--- Supplied data ---

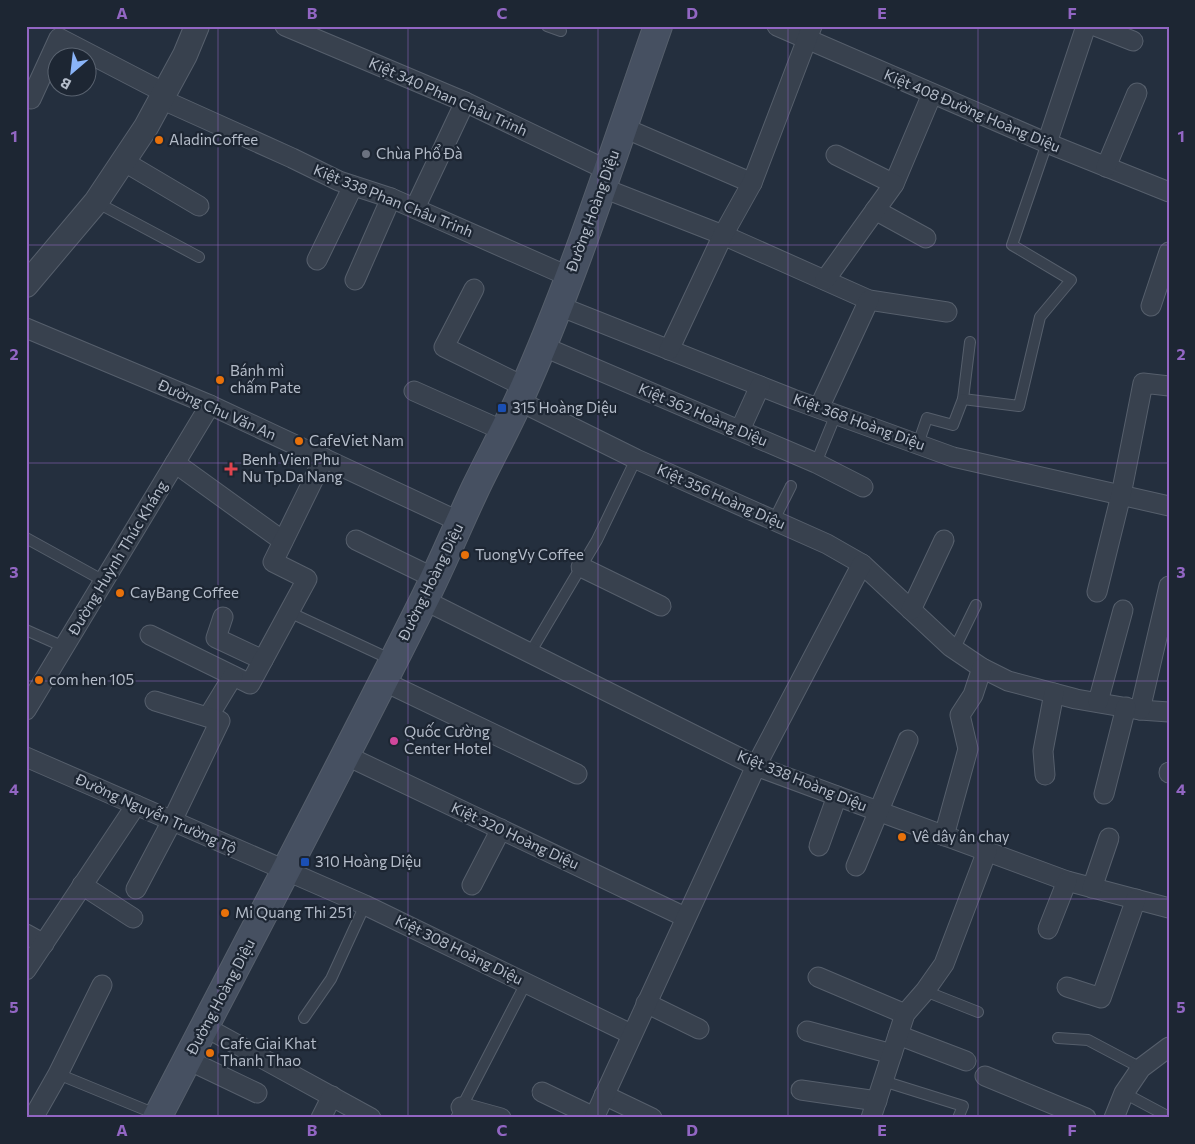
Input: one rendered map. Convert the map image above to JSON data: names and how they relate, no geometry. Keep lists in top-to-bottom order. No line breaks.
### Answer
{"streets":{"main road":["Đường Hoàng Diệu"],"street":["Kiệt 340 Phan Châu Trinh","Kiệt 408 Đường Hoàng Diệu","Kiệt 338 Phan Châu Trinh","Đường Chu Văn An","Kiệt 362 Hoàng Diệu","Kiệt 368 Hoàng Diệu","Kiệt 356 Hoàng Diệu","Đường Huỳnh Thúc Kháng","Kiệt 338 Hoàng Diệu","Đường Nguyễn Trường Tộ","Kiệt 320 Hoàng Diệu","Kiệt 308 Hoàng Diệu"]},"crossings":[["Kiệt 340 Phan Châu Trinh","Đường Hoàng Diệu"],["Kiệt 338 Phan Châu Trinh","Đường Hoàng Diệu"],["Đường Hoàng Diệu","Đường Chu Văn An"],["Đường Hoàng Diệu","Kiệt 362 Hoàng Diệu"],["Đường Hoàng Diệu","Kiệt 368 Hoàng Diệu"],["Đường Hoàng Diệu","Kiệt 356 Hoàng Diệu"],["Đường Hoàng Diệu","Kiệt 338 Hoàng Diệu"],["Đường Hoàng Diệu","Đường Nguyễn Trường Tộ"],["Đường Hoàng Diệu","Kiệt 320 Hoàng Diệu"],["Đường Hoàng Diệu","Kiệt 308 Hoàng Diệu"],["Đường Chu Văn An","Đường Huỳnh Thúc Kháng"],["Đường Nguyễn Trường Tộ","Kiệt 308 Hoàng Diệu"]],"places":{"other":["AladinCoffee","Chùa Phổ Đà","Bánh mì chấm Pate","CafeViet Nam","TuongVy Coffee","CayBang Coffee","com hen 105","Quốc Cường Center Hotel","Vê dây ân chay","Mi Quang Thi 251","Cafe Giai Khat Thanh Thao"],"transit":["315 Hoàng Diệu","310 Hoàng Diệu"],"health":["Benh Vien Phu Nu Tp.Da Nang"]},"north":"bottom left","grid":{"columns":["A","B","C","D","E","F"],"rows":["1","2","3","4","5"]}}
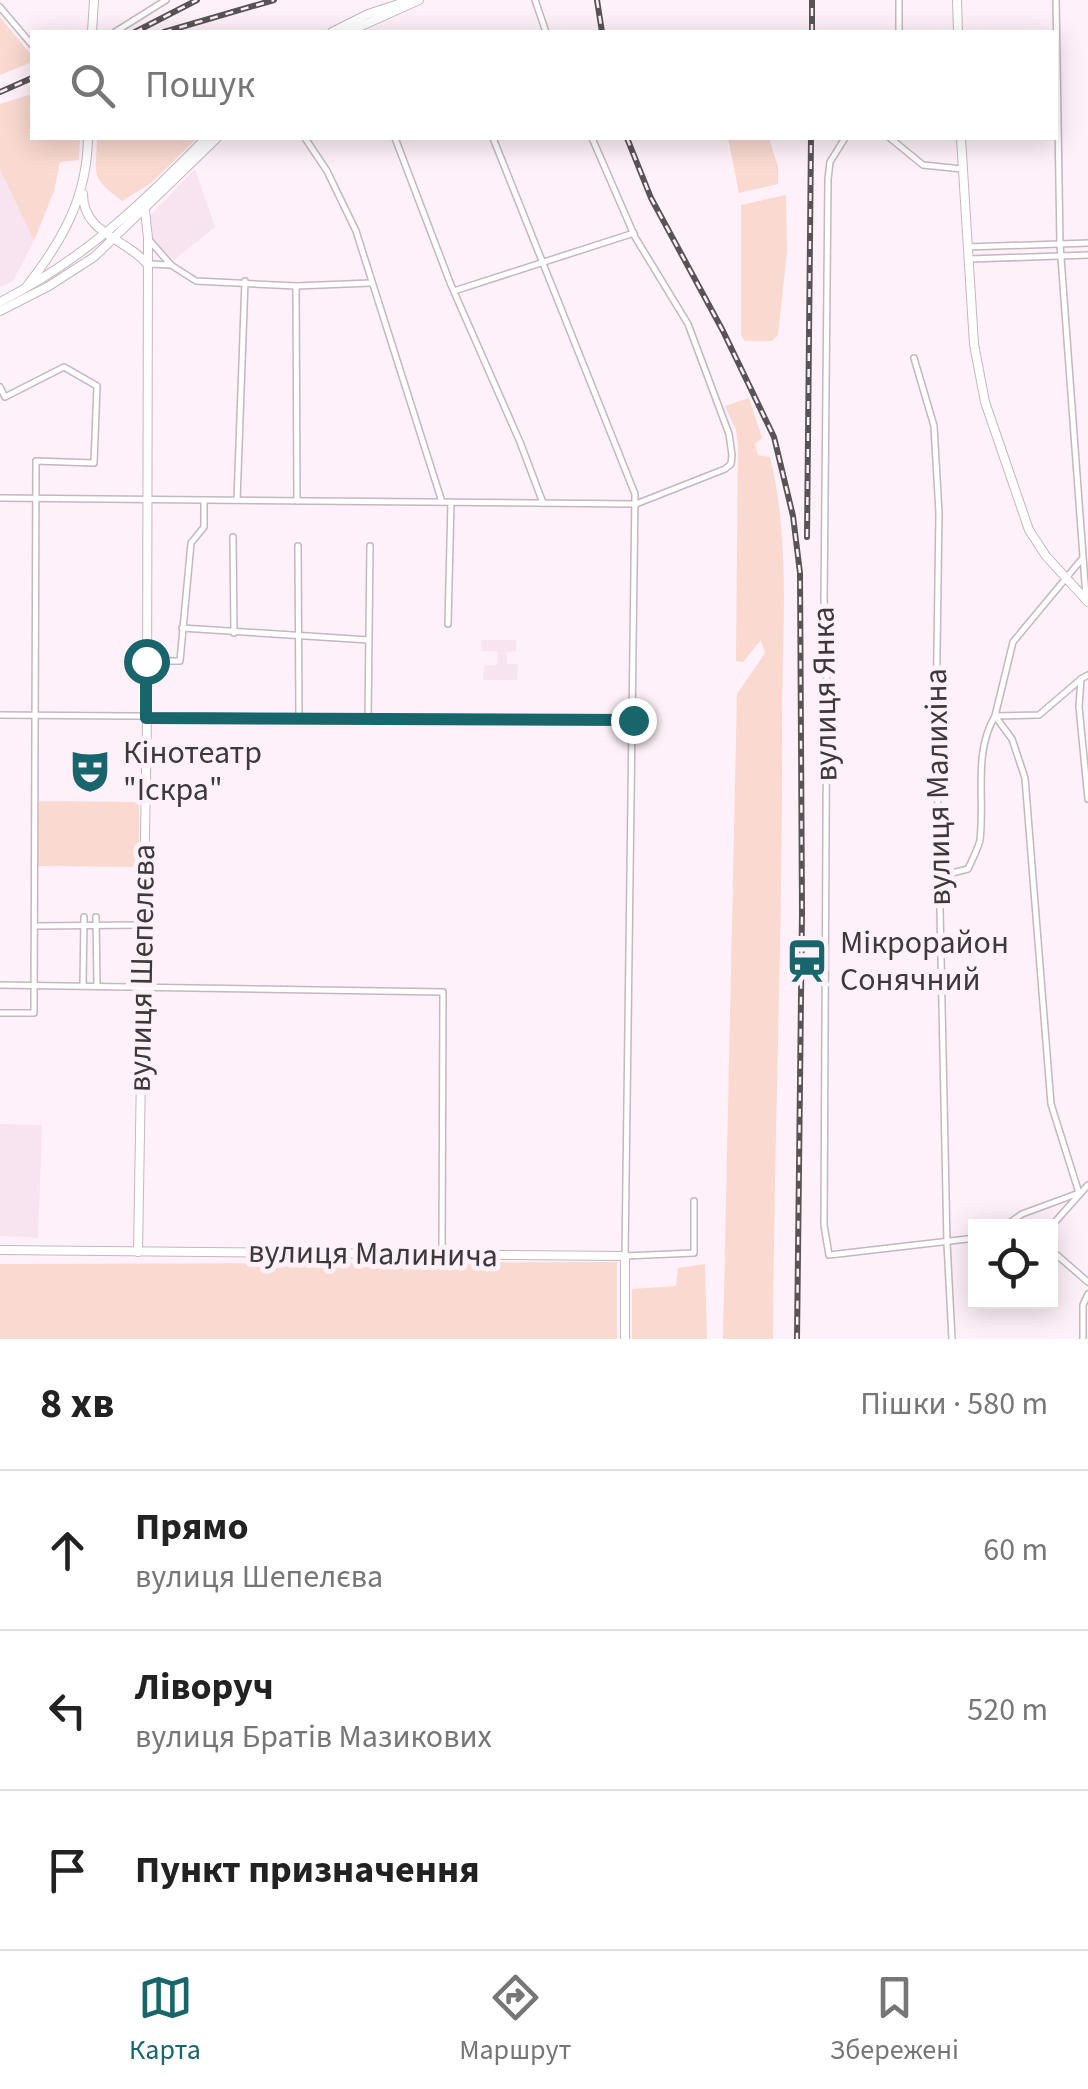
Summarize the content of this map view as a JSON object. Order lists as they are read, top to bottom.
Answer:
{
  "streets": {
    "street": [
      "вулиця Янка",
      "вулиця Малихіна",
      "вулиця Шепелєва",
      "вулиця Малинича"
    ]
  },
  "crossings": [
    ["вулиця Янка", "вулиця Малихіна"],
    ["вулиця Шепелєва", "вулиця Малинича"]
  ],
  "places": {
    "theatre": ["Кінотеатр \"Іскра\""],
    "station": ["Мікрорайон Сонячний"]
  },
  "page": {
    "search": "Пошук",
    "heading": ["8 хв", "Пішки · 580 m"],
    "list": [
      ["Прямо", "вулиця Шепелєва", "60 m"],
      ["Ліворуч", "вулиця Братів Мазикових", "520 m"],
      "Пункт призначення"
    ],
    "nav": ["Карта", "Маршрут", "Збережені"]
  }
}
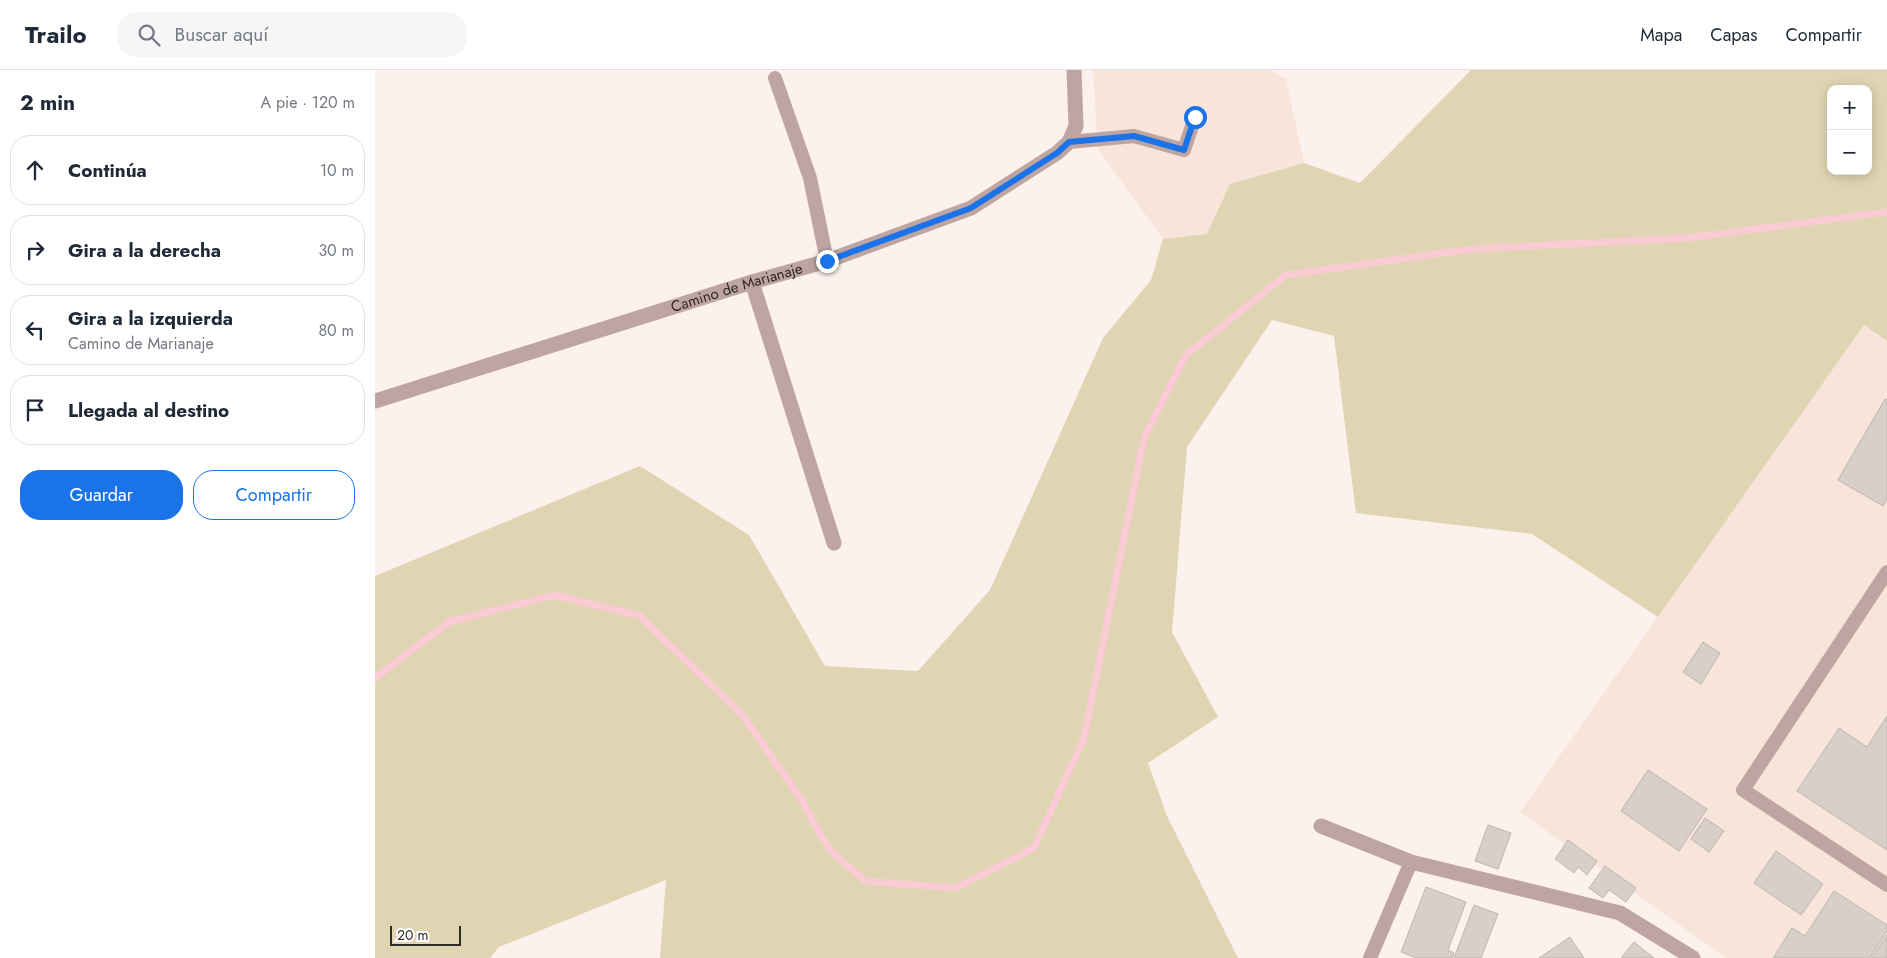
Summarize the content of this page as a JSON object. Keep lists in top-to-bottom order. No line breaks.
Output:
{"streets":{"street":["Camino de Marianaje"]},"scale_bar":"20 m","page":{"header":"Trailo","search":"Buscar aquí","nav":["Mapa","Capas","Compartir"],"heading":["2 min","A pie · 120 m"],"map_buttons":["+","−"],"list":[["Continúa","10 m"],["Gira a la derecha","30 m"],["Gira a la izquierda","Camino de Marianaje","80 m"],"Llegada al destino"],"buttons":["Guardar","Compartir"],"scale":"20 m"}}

---

An exact copy of the whole listing is required, minus the pictures.

Input: one rendered map. Convert the map image above to JSON data: names and how they relate, no geometry. Keep lists in top-to-bottom order. No line breaks.
### Answer
{"streets":{"main road":["Đường Hoàng Diệu"],"street":["Kiệt 340 Phan Châu Trinh","Kiệt 408 Đường Hoàng Diệu","Kiệt 338 Phan Châu Trinh","Đường Chu Văn An","Kiệt 362 Hoàng Diệu","Kiệt 368 Hoàng Diệu","Kiệt 356 Hoàng Diệu","Đường Huỳnh Thúc Kháng","Kiệt 338 Hoàng Diệu","Đường Nguyễn Trường Tộ","Kiệt 320 Hoàng Diệu","Kiệt 308 Hoàng Diệu"]},"crossings":[["Kiệt 340 Phan Châu Trinh","Đường Hoàng Diệu"],["Kiệt 338 Phan Châu Trinh","Đường Hoàng Diệu"],["Đường Hoàng Diệu","Đường Chu Văn An"],["Đường Hoàng Diệu","Kiệt 362 Hoàng Diệu"],["Đường Hoàng Diệu","Kiệt 368 Hoàng Diệu"],["Đường Hoàng Diệu","Kiệt 356 Hoàng Diệu"],["Đường Hoàng Diệu","Kiệt 338 Hoàng Diệu"],["Đường Hoàng Diệu","Đường Nguyễn Trường Tộ"],["Đường Hoàng Diệu","Kiệt 320 Hoàng Diệu"],["Đường Hoàng Diệu","Kiệt 308 Hoàng Diệu"],["Đường Chu Văn An","Đường Huỳnh Thúc Kháng"],["Đường Nguyễn Trường Tộ","Kiệt 308 Hoàng Diệu"]],"places":{"other":["AladinCoffee","Chùa Phổ Đà","Bánh mì chấm Pate","CafeViet Nam","TuongVy Coffee","CayBang Coffee","com hen 105","Quốc Cường Center Hotel","Vê dây ân chay","Mi Quang Thi 251","Cafe Giai Khat Thanh Thao"],"transit":["315 Hoàng Diệu","310 Hoàng Diệu"],"health":["Benh Vien Phu Nu Tp.Da Nang"]},"north":"bottom left","grid":{"columns":["A","B","C","D","E","F"],"rows":["1","2","3","4","5"]}}
Summarize the content of this map view as a JSON object. Order lists as they are read, top to bottom.
Answer:
{
  "streets": {
    "street": [
      "вулиця Янка",
      "вулиця Малихіна",
      "вулиця Шепелєва",
      "вулиця Малинича"
    ]
  },
  "crossings": [
    ["вулиця Янка", "вулиця Малихіна"],
    ["вулиця Шепелєва", "вулиця Малинича"]
  ],
  "places": {
    "theatre": ["Кінотеатр \"Іскра\""],
    "station": ["Мікрорайон Сонячний"]
  },
  "page": {
    "search": "Пошук",
    "heading": ["8 хв", "Пішки · 580 m"],
    "list": [
      ["Прямо", "вулиця Шепелєва", "60 m"],
      ["Ліворуч", "вулиця Братів Мазикових", "520 m"],
      "Пункт призначення"
    ],
    "nav": ["Карта", "Маршрут", "Збережені"]
  }
}
Summarize the content of this page as a JSON object. Keep lists in top-to-bottom order. No line breaks.
Output:
{"streets":{"street":["Camino de Marianaje"]},"scale_bar":"20 m","page":{"header":"Trailo","search":"Buscar aquí","nav":["Mapa","Capas","Compartir"],"heading":["2 min","A pie · 120 m"],"map_buttons":["+","−"],"list":[["Continúa","10 m"],["Gira a la derecha","30 m"],["Gira a la izquierda","Camino de Marianaje","80 m"],"Llegada al destino"],"buttons":["Guardar","Compartir"],"scale":"20 m"}}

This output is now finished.